◆ Task item: Only these lines of the data below are wanted: the one with "M422,197L479,222L468,251L409,229Z", the one with "M104,803L196,843L176,888L84,848Z", and any lines between them, each repeated exactly.

Segment Start: Information provided

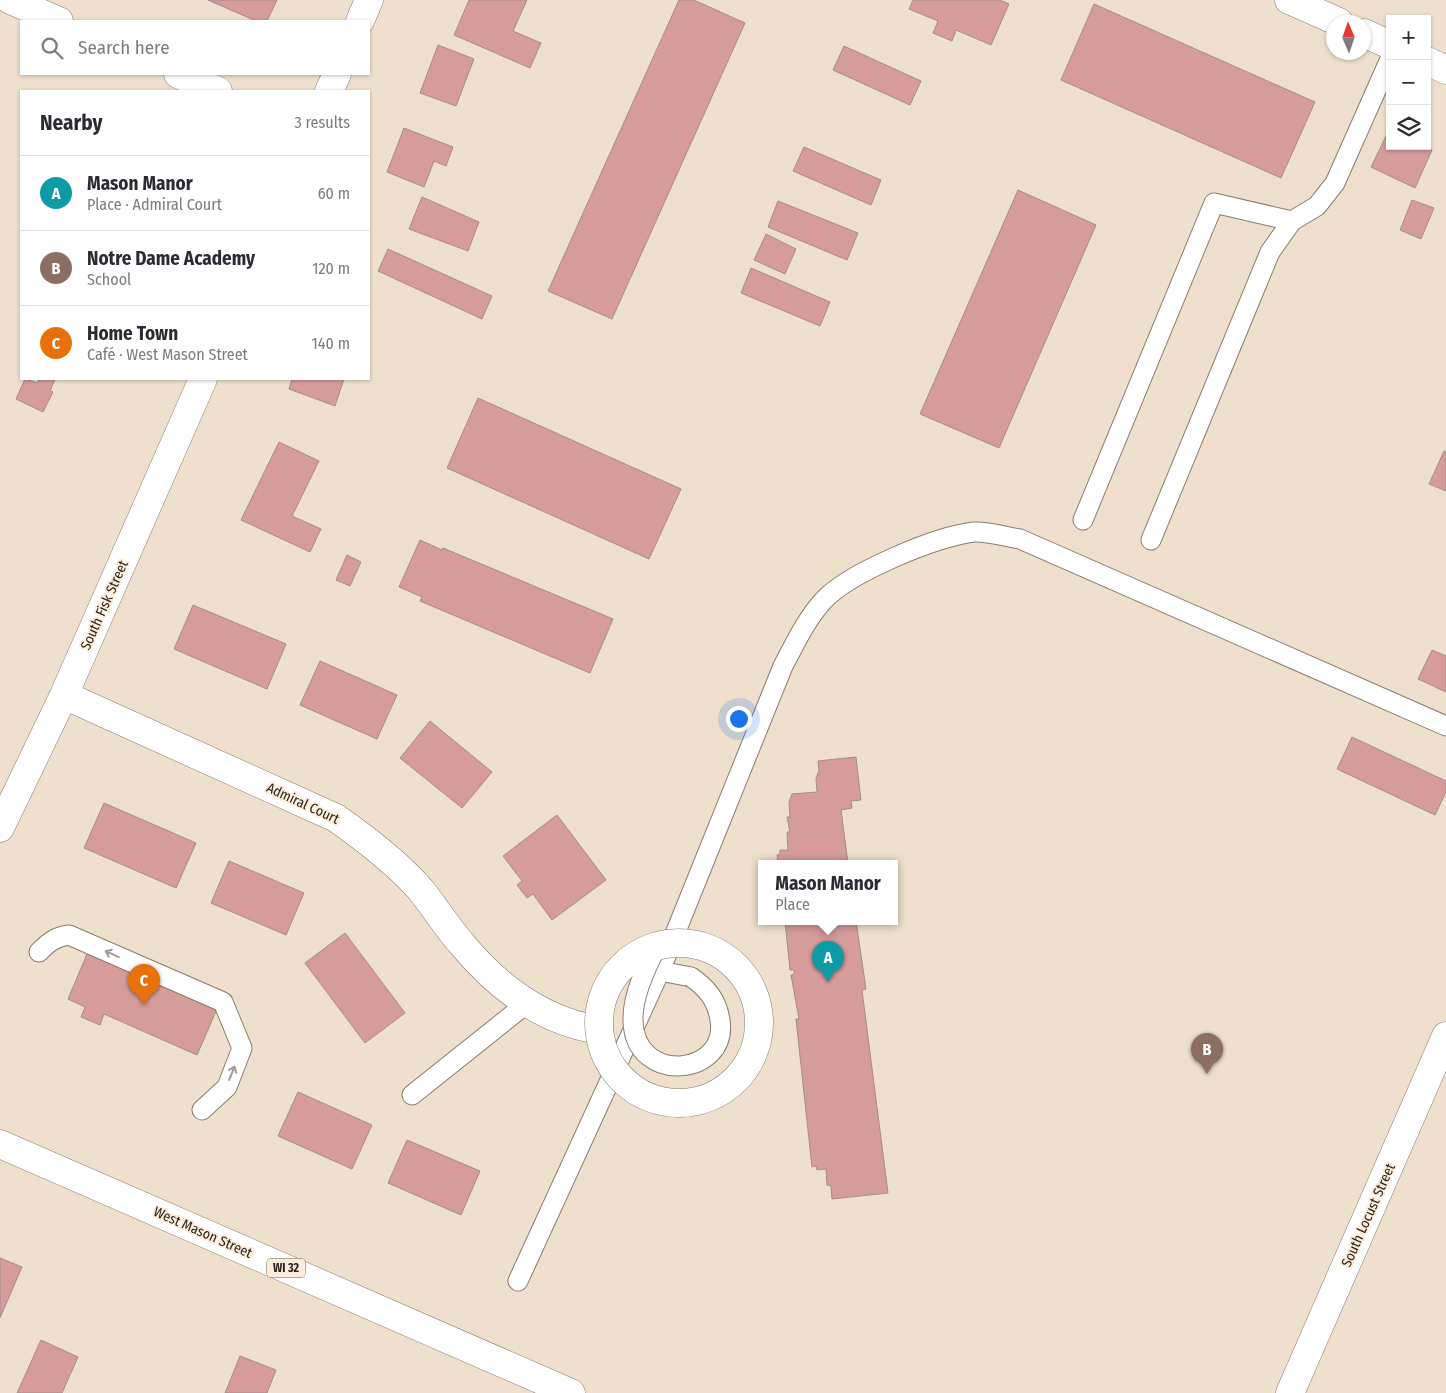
<!DOCTYPE html>
<html lang="en">
<head>
<meta charset="utf-8">
<style>
	body { margin:0; font-family:"Fira Sans Condensed",sans-serif; background:#f2f2f3; color:#2b2b33 }
	.controls { position:absolute; right:15px; top:15px; display:grid; overflow:hidden; border-radius:0px; box-shadow:0 1px 4px #0004 }
	.controls button { width:45px; height:45px; display:grid; place-items:center; padding:0; border:0; border-bottom:1px solid #e1e1e2; background:#fff; color:#2b2b33; font:25px sans-serif }
	.compass { position:absolute; left:1326px; top:15px; width:45px; height:45px; border-radius:50%; background:#fff; box-shadow:0 1px 4px #0004; rotate:358deg }
	.you { position:absolute; left:738px; top:718px; width:18px; height:18px; margin:-12px; border:4px solid #fff; border-radius:50%; background:#1a73e8; box-shadow:0 0 0 8px #1a73e833 }
	.badge { display:grid; place-items:center; width:32px; height:32px; border-radius:50%; background:#645421; color:#fff; font-size:16px; font-weight:700 }
	.pin { position:absolute; translate:-50% -41px; filter:drop-shadow(0 1px 2px #0008) }
	.pin::after { content:''; position:absolute; top:26px; width:18px; height:15px; background:inherit; clip-path:polygon(0 0,100% 0,50% 100%) }
	.popup { position:absolute; left:758px; top:860px; width:140px; height:65px; box-sizing:border-box; display:grid; place-content:center; border-radius:0px; background:#fff; filter:drop-shadow(0 1px 4px #0005); font-size:16px; white-space:nowrap; color:#7c7c81 }
	.popup b { font-size:19px; color:#2b2b33 }
	.popup::after { content:''; position:absolute; left:50%; top:100%; margin-left:-10px; border:10px solid transparent; border-top-color:#fff }
	.list { margin:0; padding:0; list-style:none }
	h2 { display:flex; justify-content:space-between; align-items:center; height:65px; margin:0; padding:0 20px; font-size:21px }
	h2 small { font-size:16px; font-weight:400; color:#7c7c81 }
	.list li { display:grid; grid-template-columns:32px 1fr auto; gap:15px; align-items:center; box-sizing:border-box; height:75px; padding:0 20px; border-top:1px solid #e1e1e2 }
	.list b { display:block; font-size:19px; white-space:nowrap }
	.list p { margin:0; font-size:16px; white-space:nowrap; color:#7c7c81 }
	.list em { font-size:16px; font-style:normal; color:#7c7c81 }
	.icon { flex:none; width:28px; height:28px; fill:none; stroke:currentColor; stroke-width:2; stroke-linecap:round; stroke-linejoin:round }
	.map { position:relative; flex:none; width:1446px; height:1393px; overflow:hidden }
	.search { position:absolute; background:#fff; box-shadow:0 1px 4px #0004; left:20px; top:20px; width:350px; height:55px; display:flex; align-items:center; gap:12px; box-sizing:border-box; padding:0 18px; border-radius:0px; color:#7c7c81; font-size:19px }
	.panel { position:absolute; background:#fff; box-shadow:0 1px 4px #0004; left:20px; top:90px; width:350px; height:290px; border-radius:0px }
	.map>svg:first-child { display:block }
	.building { fill:#d59c9a; stroke:#a58c8b }
	.lines { fill:none; stroke-linecap:round; stroke-linejoin:round }
	.lane-casing { stroke:#8a7d6c; stroke-width:21 }
	.street-casing { stroke:#8a7d6c; stroke-width:29 }
	.primary-casing { stroke:#8a7d6c; stroke-width:29 }
	.lane { stroke:#fff; stroke-width:19 }
	.street { stroke:#fff; stroke-width:28 }
	.primary { stroke:#fff; stroke-width:28 }
	.lane-bridge-casing { stroke:#8a7d6c; stroke-width:21; stroke-linecap:butt }
	.street-bridge-casing { stroke:#8a7d6c; stroke-width:29; stroke-linecap:butt }
	.lane-bridge { stroke:#fff; stroke-width:19 }
	.street-bridge { stroke:#fff; stroke-width:28 }
	.oneway { stroke:#9f9c99 }
	.labels { text-anchor:middle; stroke-width:4; stroke-linejoin:round; paint-order:stroke }
	.shield { fill:#fcedda; stroke:#686056; stroke-width:1 }
	.shield-label { font-size:12px; font-weight:bold; fill:#29241d }
	.street-label { font-size:14px; fill:#29241d; stroke:#fcedda }
</style>
</head>
<body>
<div class="map">
<svg width="1446" height="1393" viewBox="0 0 1446 1393">
	<rect width="100%" height="100%" fill="#efe0cd"/>
	<path class="building" d="M208,0H277L267,21H256Z
		M469,0H527L513,31L541,43L530,68L454,35Z
		M679,0H694L745,23L612,319L548,291Z
		M913,0H1000L1009,4L991,45L956,30L952,41L933,33L938,21L909,9Z
		M1094,4L1315,102L1281,178L1061,80Z
		M438,45L474,59L456,106L420,93Z
		M844,46L921,81L910,105L833,70Z
		M404,128L453,147L446,166L434,161L424,187L387,172Z
		M1389,130L1390,146H1424L1432,150L1415,188L1371,167Z
		M804,147L881,180L871,205L793,171Z
		M1018,190L1096,225L999,448L920,414Z
		M422,197L479,222L468,251L409,229Z
		M1412,200L1434,208L1421,239L1400,230Z
		M778,201L858,233L847,260L768,227Z
		M766,234L796,249L785,274L754,260Z
		M388,249L492,296L482,319L378,271Z
		M751,268L830,302L820,326L741,293Z
		M25,379L37,383L39,379H55L50,391L53,392L43,412L16,399Z
		M292,379H344L335,406L289,389Z
		M478,398L681,489L649,559L447,468Z
		M279,442L319,461L292,516L321,529L310,552L241,520Z
		M1444,451L1446,452V491L1429,484Z
		M420,540L442,550L443,548L613,619L590,673L420,601L422,597L399,587Z
		M347,555L361,562L350,586L336,580Z
		M193,605L286,644L267,689L174,649Z
		M1432,650L1446,656V692L1418,679Z
		M320,661L397,695L377,739L300,705Z
		M430,721L492,772L462,808L400,758Z
		M1352,737L1446,781V792L1435,815L1337,769Z
		M856,757L861,800L851,801L852,808L841,810L848,863H778L777,855L780,854V850H788L787,832H790L787,817H790L789,802L792,794L817,792L816,778L819,771L818,761Z
		M104,803L196,843L176,888L84,848Z
		M557,815L606,880L552,920L533,894L527,898L517,885L522,881L503,856Z
		M229,861L304,893L286,935L211,903Z
		M785,921H856L866,989L862,990L888,1193L832,1199L831,1186L827,1185L826,1169L817,1170L816,1166L812,1167L796,1019H799L791,975L794,974V970H790Z
		M345,933L405,1013L365,1043L305,963Z
		M87,954L217,1009L197,1055L104,1014L100,1025L81,1017L85,1007L68,999Z
		M298,1092L372,1125L352,1169L278,1136Z
		M407,1140L480,1171L461,1215L388,1183Z
		M0,1258L22,1267L0,1318Z
		M41,1340L78,1357L62,1393H17Z
		M240,1356L276,1370L267,1393H225Z"/>
	<g class="lines">
		<g class="lane-casing">
			<path id="lane" d="M1083,520L1214,203L1292,221
				M1151,540L1270,252L1292,221L1317,206L1335,183L1390,59
				M39,952C49,942 55,937 69,935L223,1002L242,1048L227,1087L202,1110
				M660,971L691,977
				M412,1095L526,1004
				M518,1281L660,971L783,666C795,644 805,621 823,601C848,573 937,536 974,532C988,531 1005,537 1020,539L1446,726"/>
		</g>
		<g class="street-casing">
			<path id="street" d="M10,0L59,21
				M1289,0L1339,22
				M360,21L369,0
				M1364,33L1390,45
				M1427,61L1446,70
				M178,74L218,91
				M329,91L337,74
				M64,695L336,818C366,839 395,861 420,889C434,906 446,926 461,943C497,987 542,1021 599,1030
				M0,828L64,695L203,379
				M1290,1393L1446,1036"/>
		</g>
		<g class="primary-casing">
			<path id="primary" d="M0,1144L571,1393"/>
		</g>
		<use href="#lane" class="lane"/>
		<use href="#street" class="street"/>
		<use href="#primary" class="primary"/>
		<g class="lane-bridge-casing">
			<path id="lane-bridge" d="M657,946C646,967 632,996 633,1021C635,1086 729,1076 720,1020C717,1000 707,988 691,977"/>
		</g>
		<g class="street-bridge-casing">
			<path id="street-bridge" d="M599 1023a80 80 0 1 1 160 0a80 80 0 1 1-160 0Z"/>
		</g>
		<use href="#lane-bridge" class="lane-bridge"/>
		<use href="#street-bridge" class="street-bridge"/>
	</g>
	<defs><path id="oneway-shaft" d="M-6 0H5M1.5-3L5.5 0L1.5 3" fill="none" stroke-width="1.6" stroke-linecap="round" stroke-linejoin="round" transform="scale(1.25)"/></defs>
	<g class="oneway">
		<use href="#oneway-shaft" transform="translate(112 954) rotate(-156)"/>
		<use href="#oneway-shaft" transform="translate(232 1073) rotate(-68)"/>
	</g>
	<g class="labels">
		<rect class="shield" x="267" y="1258.5" width="38" height="19" rx="4"/>
		<g class="shield-label">
			<text x="286" y="1272">WI 32</text>
		</g>
		<g class="street-label">
			<text transform="translate(104 605) rotate(-66)" y="5">South Fisk Street</text>
			<text transform="translate(303 803) rotate(25)" y="5">Admiral Court</text>
			<text transform="translate(1368 1215) rotate(-66)" y="5">South Locust Street</text>
			<text transform="translate(203 1232) rotate(24)" y="5">West Mason Street</text>
		</g>
	</g>
</svg>
<div class="controls">
<button>+</button>
<button>−</button>
<button><svg class="icon" aria-label="layers" viewBox="0 0 24 24"><path d="M12 4l9 5-9 5-9-5zM3 14l9 5 9-5"/></svg></button>
</div>
<svg class="compass" viewBox="-18 -18 36 36"><path d="M0-13l5 13h-10z" fill="#e53935"/><path d="M0 13l5-13h-10z" fill="#7c7c81"/></svg>
<div class="you"></div>
<div class="pin badge" style="left:828px;top:982px;background:#0f9aa8">A</div>
<div class="popup"><b>Mason Manor</b>Place</div>
<div class="pin badge" style="left:1207px;top:1074px;background:#8d6e63">B</div>
<div class="pin badge" style="left:144px;top:1005px;background:#e8710a">C</div>
<div class="search"><svg class="icon" aria-label="search" viewBox="0 0 24 24"><circle cx="10" cy="10" r="6"/><path d="M15 15l6 6"/></svg>Search here</div>
<section class="panel">
<h2>Nearby<small>3 results</small></h2>
<ul class="list">
<li><span class="badge" style="background:#0f9aa8">A</span><div><b>Mason Manor</b><p>Place · Admiral Court</p></div><em>60 m</em></li>
<li><span class="badge" style="background:#8d6e63">B</span><div><b>Notre Dame Academy</b><p>School</p></div><em>120 m</em></li>
<li><span class="badge" style="background:#e8710a">C</span><div><b>Home Town</b><p>Café · West Mason Street</p></div><em>140 m</em></li>
</ul>
</section>
</div>
</body>
</html>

Segment End: Information provided

◆ Answer box:
		M422,197L479,222L468,251L409,229Z
		M1412,200L1434,208L1421,239L1400,230Z
		M778,201L858,233L847,260L768,227Z
		M766,234L796,249L785,274L754,260Z
		M388,249L492,296L482,319L378,271Z
		M751,268L830,302L820,326L741,293Z
		M25,379L37,383L39,379H55L50,391L53,392L43,412L16,399Z
		M292,379H344L335,406L289,389Z
		M478,398L681,489L649,559L447,468Z
		M279,442L319,461L292,516L321,529L310,552L241,520Z
		M1444,451L1446,452V491L1429,484Z
		M420,540L442,550L443,548L613,619L590,673L420,601L422,597L399,587Z
		M347,555L361,562L350,586L336,580Z
		M193,605L286,644L267,689L174,649Z
		M1432,650L1446,656V692L1418,679Z
		M320,661L397,695L377,739L300,705Z
		M430,721L492,772L462,808L400,758Z
		M1352,737L1446,781V792L1435,815L1337,769Z
		M856,757L861,800L851,801L852,808L841,810L848,863H778L777,855L780,854V850H788L787,832H790L787,817H790L789,802L792,794L817,792L816,778L819,771L818,761Z
		M104,803L196,843L176,888L84,848Z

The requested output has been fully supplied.